Retailer, Procter & Gamble use shelters to bring suburban
retailer into the heart of the city.
Walmart had a problem.
The discount retailer has more than 370 Canadian locations, most
in big buildings that occupy the kind of acreage only the suburbs can provide.
Reaching urban shoppers has remained a challenge.
To solve this problem, Walmart teamed with Procter & Gamble to
convert 50 Toronto Transit Commission bus shelters into virtual Walmart stores.

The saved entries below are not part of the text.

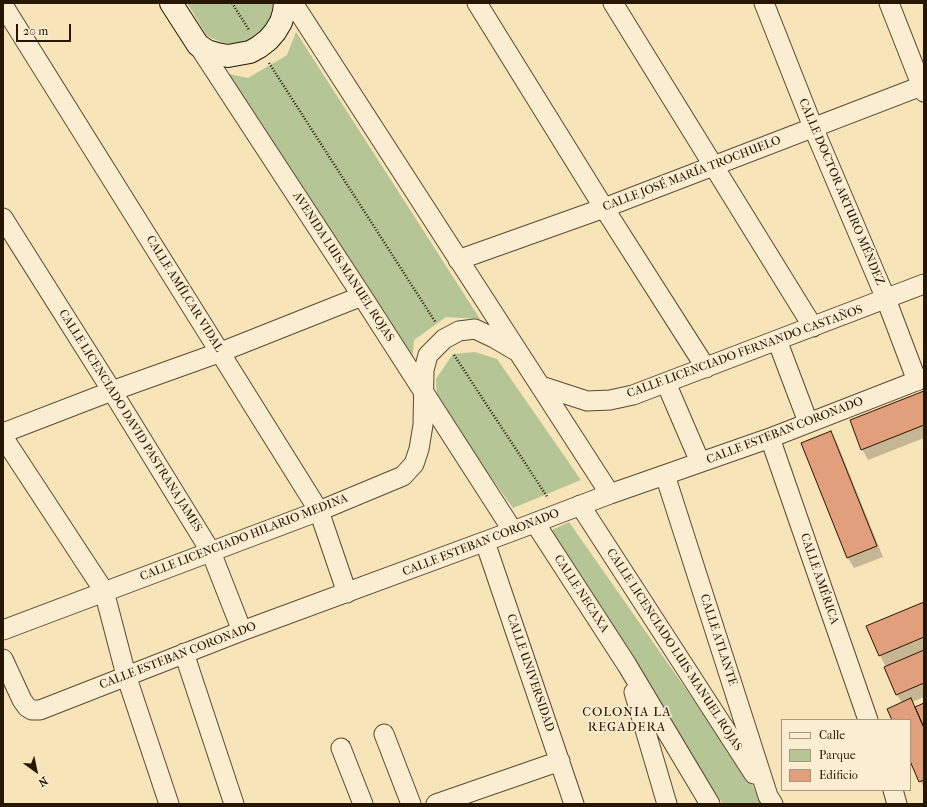 <!DOCTYPE html>
<meta charset="utf-8">
<style>
body{margin:0}
#map{position:relative;width:927px;height:807px;overflow:hidden;background:#f8e4b9;font-family:"IM FELL French Canon",serif}
canvas{display:block}
.frame{position:absolute;inset:0;border:4px solid #271601;pointer-events:none}
.legend{position:absolute;left:781px;top:719px;width:130px;height:72px;box-sizing:border-box;background:#faedd2;border:1px solid #a6977e;margin:0;padding:5px 7px;list-style:none;font-size:12px;color:#271601}
.legend li{display:flex;align-items:center;gap:8px;height:20px}
.legend b{width:20px;border:1px solid #a6977e}
.north{position:absolute;left:16px;top:751px;width:40px;height:40px;-webkit-text-stroke:3px #faedd2;paint-order:stroke;rotate:147deg;font-size:11px;font-weight:700;line-height:16px;text-align:center;color:#271601}
.north::after{content:'';display:block;margin:auto;width:14px;height:18px;background:#271601;clip-path:polygon(50% 0,100% 100%,50% 72%,0 100%)}
.scale{position:absolute;left:16px;top:24px;width:55px;height:18px;box-sizing:border-box;border:2px solid #271601;border-top:0;padding-left:5px;font-size:12px;line-height:14px;white-space:nowrap;color:#271601;-webkit-text-stroke:3px #faedd2;paint-order:stroke}
</style>
<div id="map">
<canvas width="927" height="807"></canvas>
<div class="frame"></div>
<ul class="legend">
<li><b style="height:5px;background:#faedd2"></b>Calle</li>
<li><b style="height:11px;background:#b6c595"></b>Parque</li>
<li><b style="height:11px;background:#e1a07b"></b>Edificio</li>
</ul>
<div class="north">N</div>
<div class="scale">20 m</div>
</div>
<script>
const c = document.querySelector('canvas').getContext('2d');
c.lineJoin = 'round';
function paint(path, color) { c.fillStyle = color; c.fill(path, 'evenodd'); }
const shape = rows => new Path2D(rows.map(r => 'M' + r).join(''));
function strokePath(path, color, width, dash) { c.strokeStyle = color; c.lineWidth = width; c.lineCap = dash ? 'butt' : 'round'; c.setLineDash(dash || []); c.stroke(path); }
function write(font, color, halo, rows, align = 'center') {
  c.font = font + ' "IM FELL French Canon",serif'; c.lineWidth = 3; c.setLineDash([]); c.textBaseline = 'middle'; c.strokeStyle = halo; c.fillStyle = color; for (const [text, x, y, turn = 0] of rows) {
    c.save(); c.translate(x, y); c.rotate((+turn || 0) * Math.PI / 180); c.textAlign = isNaN(turn) ? turn : align; if (halo) c.strokeText(text, 0, 0); c.fillText(text, 0, 0); c.restore();
  }
}
const green = shape([
 [187,3,273,3,270,23,253,37,239,45,221,42,207,36],
 [296,32,480,319,446,317,414,340,412,362,225,73,248,78,287,55],
 [475,352,497,359,581,480,513,508,437,402,436,379,453,354],
 [569,522,748,778,763,804,723,804,546,533]
]);
const shadow = shape([
 [924,392,924,438,868,460,862,449],
 [831,433,837,443,883,557,854,568,848,558],
 [924,603,924,697,912,702,915,708,924,704,924,788,910,759,910,720,893,720,902,703,897,695,886,667,880,655]
]);
const building = shape([
 [924,391,924,425,861,450,850,420,924,391],
 [831,431,877,546,847,558,801,443,831,431],
 [924,602,924,637,879,656,866,626,924,602],
 [924,650,924,683,896,695,884,667,924,650],
 [911,698,924,728,924,780,919,782,910,761,910,720,892,720,887,709,911,698],
 [924,703,924,728,915,707,924,703]
]);
const path = shape([
 [232,3,249,30],
 [269,63,436,323],
 [454,355,548,498]
]);
const street = shape([
 [293,3,610,494],
 [477,3,604,208,706,368],
 [613,3,813,327],
 [764,3,813,127,886,299,917,381],
 [889,3,924,92],
 [3,5,319,511,347,593],
 [198,45,362,296,513,531],
 [3,218,112,391,211,552,242,631],
 [458,260,604,208,924,85],
 [777,340,808,422],
 [666,383,700,462],
 [541,386,587,401,610,400,633,395,924,284],
 [3,433,112,391,221,352,362,296],
 [3,437,104,591,126,675,169,804],
 [770,438,868,720],
 [665,475,768,796,773,804],
 [580,505,754,774],
 [535,523,627,665,710,804],
 [485,542,574,804],
 [3,630,319,511,403,476,414,464,419,449,423,425,424,370,428,355,444,339,459,331,475,329,494,338,518,352],
 [184,653,234,804],
 [3,659,22,700,27,707,32,710,40,710,242,631,513,531,610,494,770,438,924,378],
 [634,692,667,804],
 [384,734,411,804],
 [341,748,363,804],
 [893,790,897,804],
 [436,804,560,761]
]);
const secondary = shape([
 [171,3,198,45,207,51,217,54,228,56,250,52,259,47,268,40,275,32,281,22,284,12,285,3]
]);
const streetNames = [
 ["CALLE JOSÉ MARÍA TROCHUELO",692,174,-21],
 ["CALLE DOCTOR ARTURO MÉNDEZ",841,192,67],
 ["AVENIDA LUIS MANUEL ROJAS",343,267,57],
 ["CALLE AMÍLCAR VIDAL",184,294,58],
 ["CALLE LICENCIADO FERNANDO CASTAÑOS",745,352,-20],
 ["CALLE LICENCIADO DAVID PASTRANA JAMES",130,421,58],
 ["CALLE ESTEBAN CORONADO",785,431,-21],
 ["CALLE LICENCIADO HILARIO MEDINA",244,538,-21],
 ["CALLE ESTEBAN CORONADO",481,543,-21],
 ["CALLE AMÉRICA",819,579,71],
 ["CALLE NECAXA",581,594,57],
 ["CALLE ATLANTE",718,640,72],
 ["CALLE LICENCIADO LUIS MANUEL ROJAS",674,650,57],
 ["CALLE ESTEBAN CORONADO",178,656,-21],
 ["CALLE UNIVERSIDAD",530,673,71]
];
const neighbourhoodNames = [
 ["COLONIA LA",627,713],
 ["REGADERA",627,728]
];
paint(green, '#b6c595');
paint(shadow, '#0003');
paint(building, '#e1a07b');
strokePath(building, '#271601', 1);
strokePath(street, '#5b4a2f', 21);
strokePath(secondary, '#271601', 24);
strokePath(path, '#271601', 2.5, [1, 2]);
strokePath(street, '#faedd2', 19);
strokePath(secondary, '#faedd2', 22);
write('12px', '#271601', '#faedd2', streetNames);
c.letterSpacing = '1px';
write('13px', '#271601', '#faedd2', neighbourhoodNames);
c.letterSpacing = '0px';
</script>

This week, the shelters were fitted with posters featuring QR
codes for Procter & Gamble products. Scanning the codes with their
smartphones, riders are taken to a Walmart web page that allows them to buy the
product and have it delivered for free.
The virtual stores required no special arrangement with the TTC —
Procter & Gamble spokesperson Victoria Maybee says the posters were part of
a standard media purchase.
She says the campaign, which will last for four weeks, is focused
on bringing Walmart to a group of consumers who wouldn’t normally shop there.
“This is a great way to approach high-density areas that have a
high concentration of e-commerce customers,” said Simon Rodrigue, Walmart
Canada’s vice president of e-commerce. “It allows us to very quickly target
them.”
Rodrigue points out that Walmart’s online shopping program is less
than two years old, and that virtual stores help drive users to Walmart’s
e-commerce site. He says that in the three days since the bus shelter stores
launched, traffic to Walmart.ca from downtown Toronto has increased measurably.
The shelters are located in areas of heavy transit use — the
downtown core, King St. W, and uptown — and feature anywhere from two to six
products.
One set of shelters peddles baby products, while a second sells
beauty goods and a third showcases winners of Canadian Living magazine’s Best
New Products awards.
While this campaign marks the first time Walmart and Procter &
Gamble have collaborated on virtual stores in Canadian transit shelters, both
companies ran virtual stores last year. Procter & Gamble set up in Union
Station, while Walmart and Mattel ran a virtual toy store in the PATH.
Last year, New Zealand-based grocery story chain Countdown enabled
mobile-phone shopping at bus shelters in cities like Auckland and Wellington.
Before that, Korean retailer Tesco Homeplus turned entire subway stations in Seoul into virtual stores.